Of course, we'd disagree on some of them.

However, I find the international "community" to be dreadfully naive. The Sri Lankans set up a no-fire zone for civilians to move into to be safe. The presumption is that the zone wasn't set up to provide a sheltered base of operations for the Tigers, but it was intended as a demilitarized zone.

Instead, it became a militarized zone, the Tiger's last redoubt. Could we have expected them to say, "We will stand our ground here and die, rather than run into the safe area and live to fight another day for our honorable and worthy god ... er, leader ... er, cause!"? Of course not.

It's the same in Gaza and elsewhere--if there's a place of safety and your life and your cause (often the same thing) are at risk, you go there. International law be damned, if it requires you to sacrifice yourself. Hospitals? Schools? If it's a shield, use it. Worry about moral judgment and possible courts later, if you survive.

This makes them legitimate targets--the no-fire zone, the hospitals, etc., etc., etc. We may *wish* it to be otherwise, but then we're still being naive. This time instead of being naive about the Tigers, we're being naive about the Sri Lankans.
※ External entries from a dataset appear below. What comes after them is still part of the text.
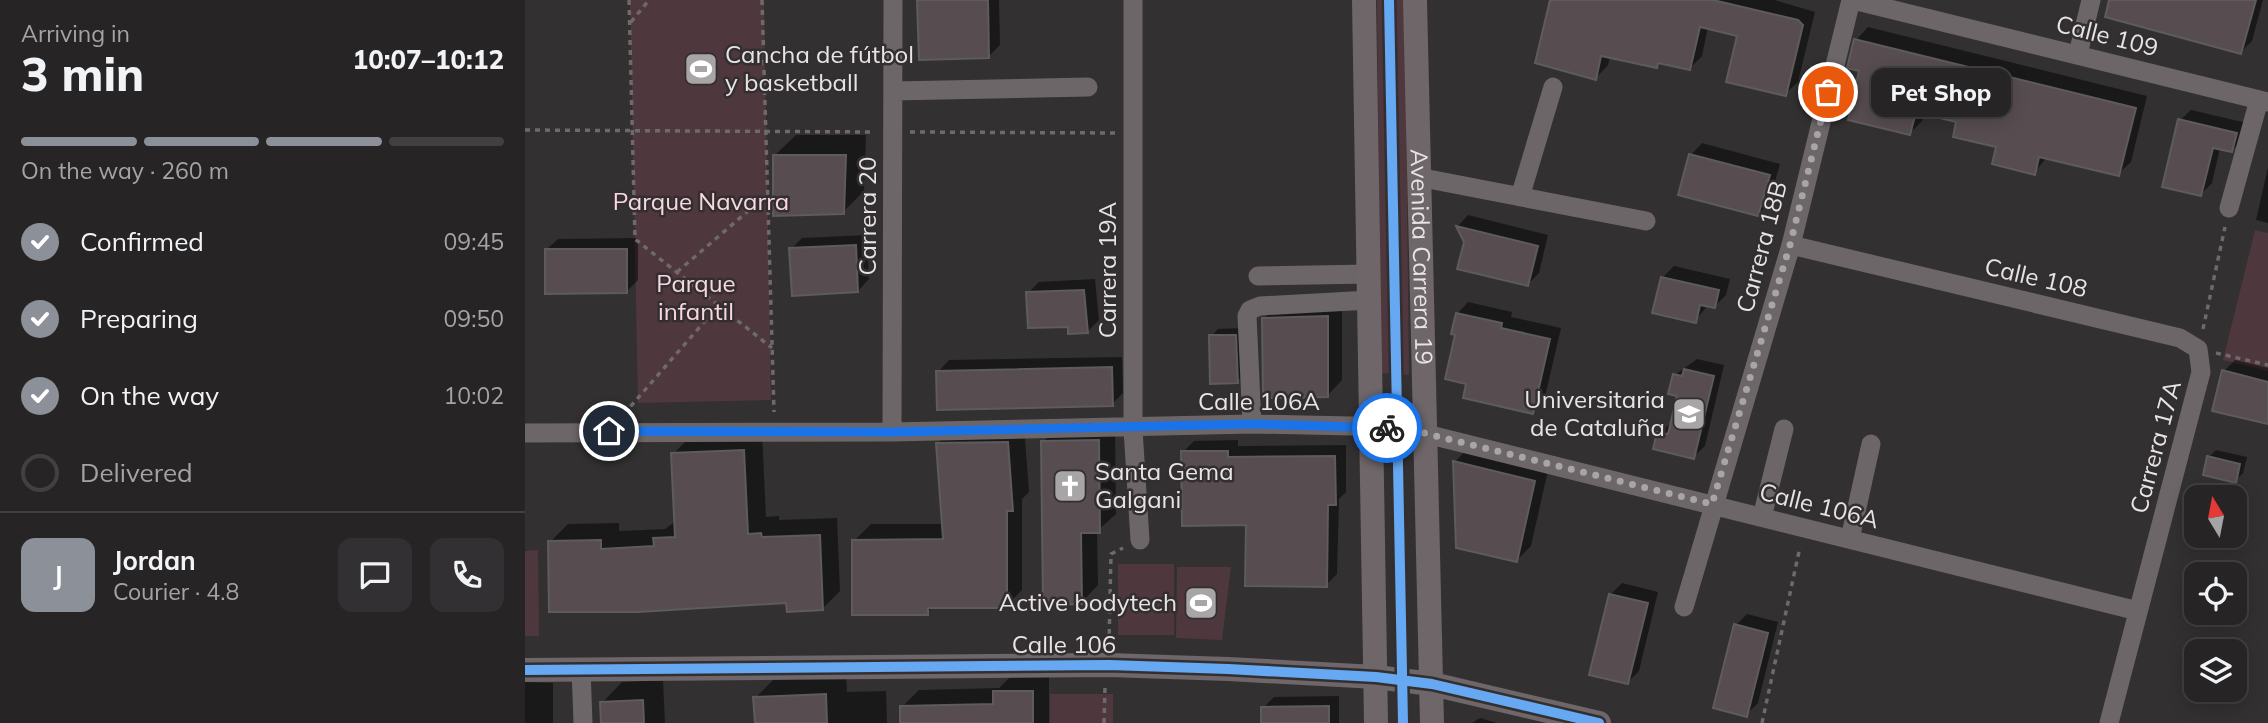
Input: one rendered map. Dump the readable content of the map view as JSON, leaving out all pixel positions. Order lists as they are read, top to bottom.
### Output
{
  "streets": {
    "main road": ["Avenida Carrera 19", "Calle 106"],
    "street": [
      "Calle 109",
      "Carrera 20",
      "Carrera 18B",
      "Carrera 19A",
      "Calle 108",
      "Calle 106A",
      "Carrera 17A"
    ]
  },
  "crossings": [
    ["Calle 109", "Carrera 18B"],
    ["Carrera 20", "Calle 106A"],
    ["Carrera 18B", "Calle 108"],
    ["Carrera 18B", "Calle 106A"],
    ["Avenida Carrera 19", "Calle 106A"],
    ["Avenida Carrera 19", "Calle 106"],
    ["Carrera 19A", "Calle 106A"],
    ["Calle 108", "Carrera 17A"],
    ["Calle 106A", "Carrera 17A"]
  ],
  "parks": ["Parque Navarra", "Parque infantil"],
  "places": {
    "sports": ["Cancha de fútbol y basketball", "Active bodytech"],
    "other": ["Pet Shop"],
    "school or university": ["Universitaria de Cataluña"],
    "church": ["Santa Gema Galgani"]
  },
  "north": "top",
  "page": {
    "heading": ["3 min", "Arriving in", "10:07–10:12"],
    "panel": ["Jordan", "Courier · 4.8"],
    "bubble": "Pet Shop",
    "bar": "On the way · 260 m",
    "list": [
      ["Confirmed", "09:45"],
      ["Preparing", "09:50"],
      ["On the way", "10:02"],
      "Delivered"
    ],
    "round": "J"
  }
}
It's the same in Israel and elsewhere--if you're trying to root out an enemy who will merrily regroup and try to kill you, once you've got him pinned you're not going to simply sit and say, "Gee, I know he's there, but I value my life much less than I value international law. I'll respect the most morally pure interpretation of the letter of the law and not bomb the hospital that my enemy is taking shelter in, even if it means I die later." No, you shell the enemy, and go with the less pure and more literal interpretation--you use force proportional to the objection of the battle, and if that means using imprecise weapons or shelling hospitals, you do it. The enemy has justified your means.

The result is two-fold naivete. We just stomp our feet and know what the correct outcome is, even if there's no way that it's going to be achieved by means that we approve of. We've set up a game with rules such that nobody will play and so that the outcome is unachievable. I figure it's a way of imposing high-minded irrelevance on ourselves, if that's what we actually believe; it might also be a form of cowardice, since making hard choices is usually a dirty business, and requires not black-and-white thinking, but evaluating shades of grey. Of course, I suspect many are actually willing to compromise their high-mindedness for some means if it yields what they consider acceptable outcomes, but only admit it when it's advantageous: that's not naivete, by any means, but what it is shall go unnamed by me in this post.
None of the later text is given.